De quoi s'agit-il ? un truc très simple, le choc consistant, après des années vécues sur un marché de l'emploi contingenté, risqué, si "protecteur" qu'il inhibe même les meilleurs face au changement, à se retrouver expatrié sur un marché d'emploi qui vous sollicite pour des progressions de carrière et de rémunération plus que jamais inconnues en Europe et tout particulièrement en France.
Quels sont les symptômes, les risques pour l'entreprise et le salarié selon son statut, comment s'y prendre pour en retirer le meilleur :
1 - On pose l'hypothèse que vous avez conclu avec vos collaborateurs internationaux, quel que soit leur statut, un contrat (d'expatriation, local), un avenant (détachement) et que les questions sur le statut, le contrat de travail, la protection sociale et la fiscalité ont été réglées au bénéfice de tous au moment du départ à l'étranger.
2 - Cet accord comporte encore fréquemment une clause de non-concurrence, d'exclusivité, voire de "pénalisation économique" quant aux aides éventuellement accordées à l'installation et au cours des premiers semestres à l'étranger dans l'hypothèse d'une démission ou d'un licenciement pour faute grave ou lourde.

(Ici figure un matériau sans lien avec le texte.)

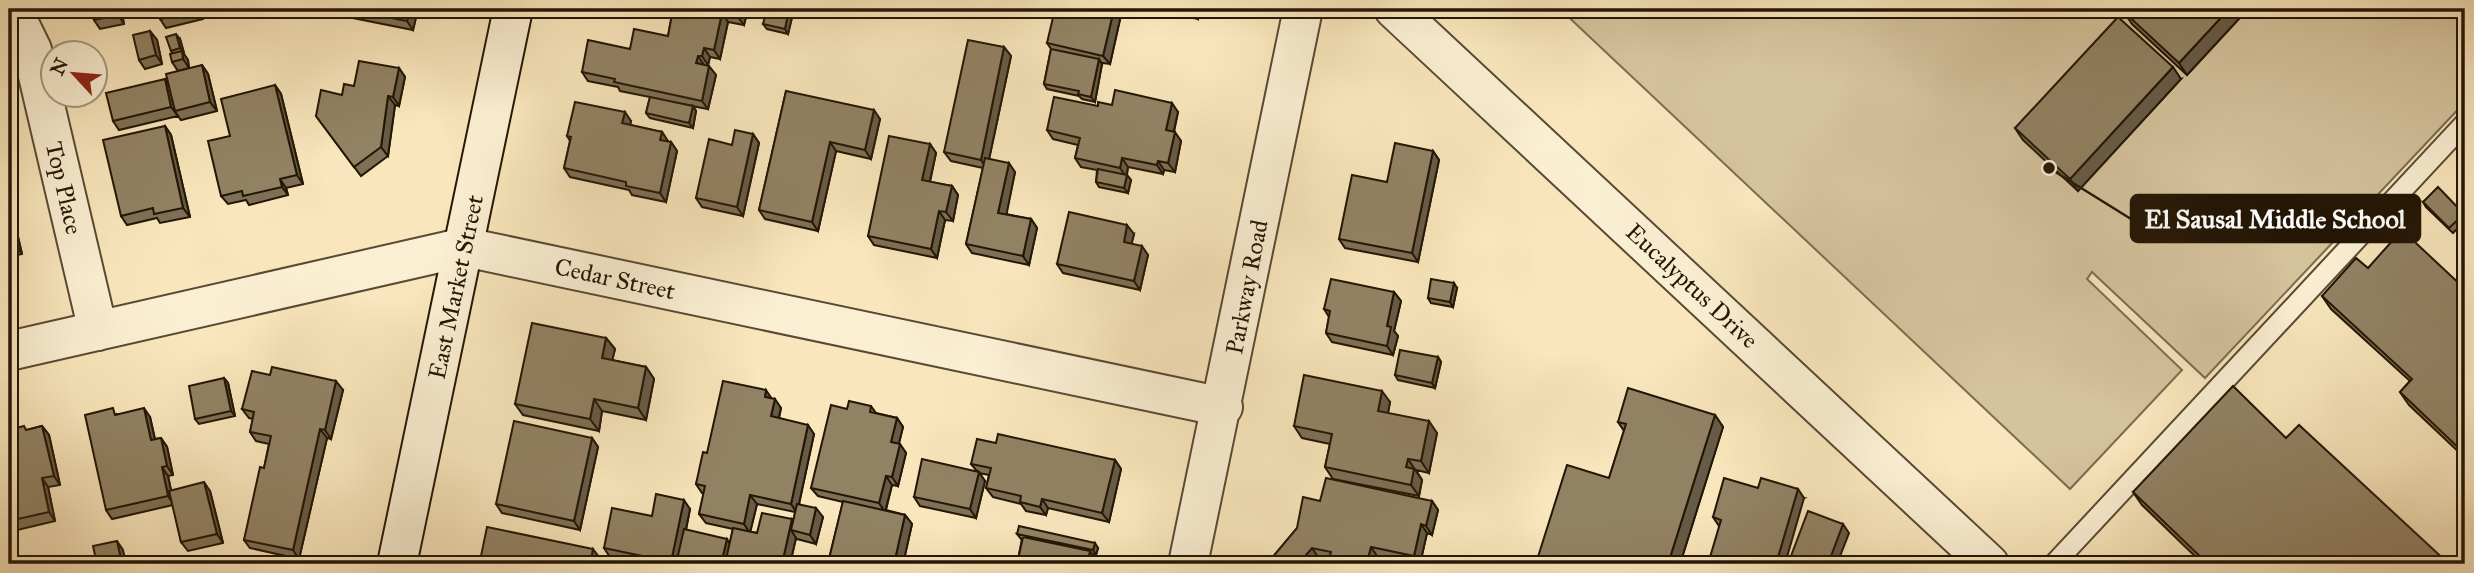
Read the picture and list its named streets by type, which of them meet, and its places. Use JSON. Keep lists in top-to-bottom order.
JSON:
{
  "streets": {
    "street": [
      "Top Place",
      "Cedar Street",
      "Eucalyptus Drive",
      "East Market Street",
      "Parkway Road"
    ]
  },
  "crossings": [
    ["Top Place", "Cedar Street"],
    ["Cedar Street", "East Market Street"],
    ["Cedar Street", "Parkway Road"]
  ],
  "places": ["El Sausal Middle School"],
  "north": "top left"
}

3 - Ca se complique à la découverte d'un marché d'emploi local beaucoup plus vivace que le marché ... français dont la perception globale pour le Nième mois, puis trimestre, puis ... est celle d'une détérioration de la situation de l'emploi, symbolisée par l'augmentation des "demandeurs d'emploi de catégorie A".
Or le passage d'un marché chroniquement malade (France) à un marché structurellement excédentaire exerce un attrait que la plupart des expatriés et leurs employeurs locaux ou français (détachement) n'anticipent toujours pas, désaccoutumés qu'ils sont d'un tel fonctionnement.
Il en résulte des comportement aberrants parce que préjudiciables aux deux parties :
4 - Du côté des entreprises, c'est le volet "répressif", clause de non-concurrence et/ou clause dite de pénalisation économique qui est censé assurer l'employeur de la fidélité du salarié
5 - Du côté du salarié, c'est nouveau et tenant parfois quelques semaines après son arrivée à ... Singapour de se voir proposer un changement d'entreprise et de fonctions assortis d'un "Welcome Bonus" et/ou d'une augmentation de salaire de l'ordre de 20%.
Et ce volet répressif quasi-standard de ne pas fonctionner de manière satisfaisante, ni de manière dissuasive, ni en cas d'application dans des juridictions dans lesquelles les coûts, habitudes et processus d'intervention contentieux sont élevés et à apprendre, et la culture fréquemment bien plus libérale au nom de la liberté d'emploi (notion qui progresse également en France dans le contexte actuel, a fortiori lorsque des "clauses dissuasives de mobilité" sont rédigées de manière trop pingre).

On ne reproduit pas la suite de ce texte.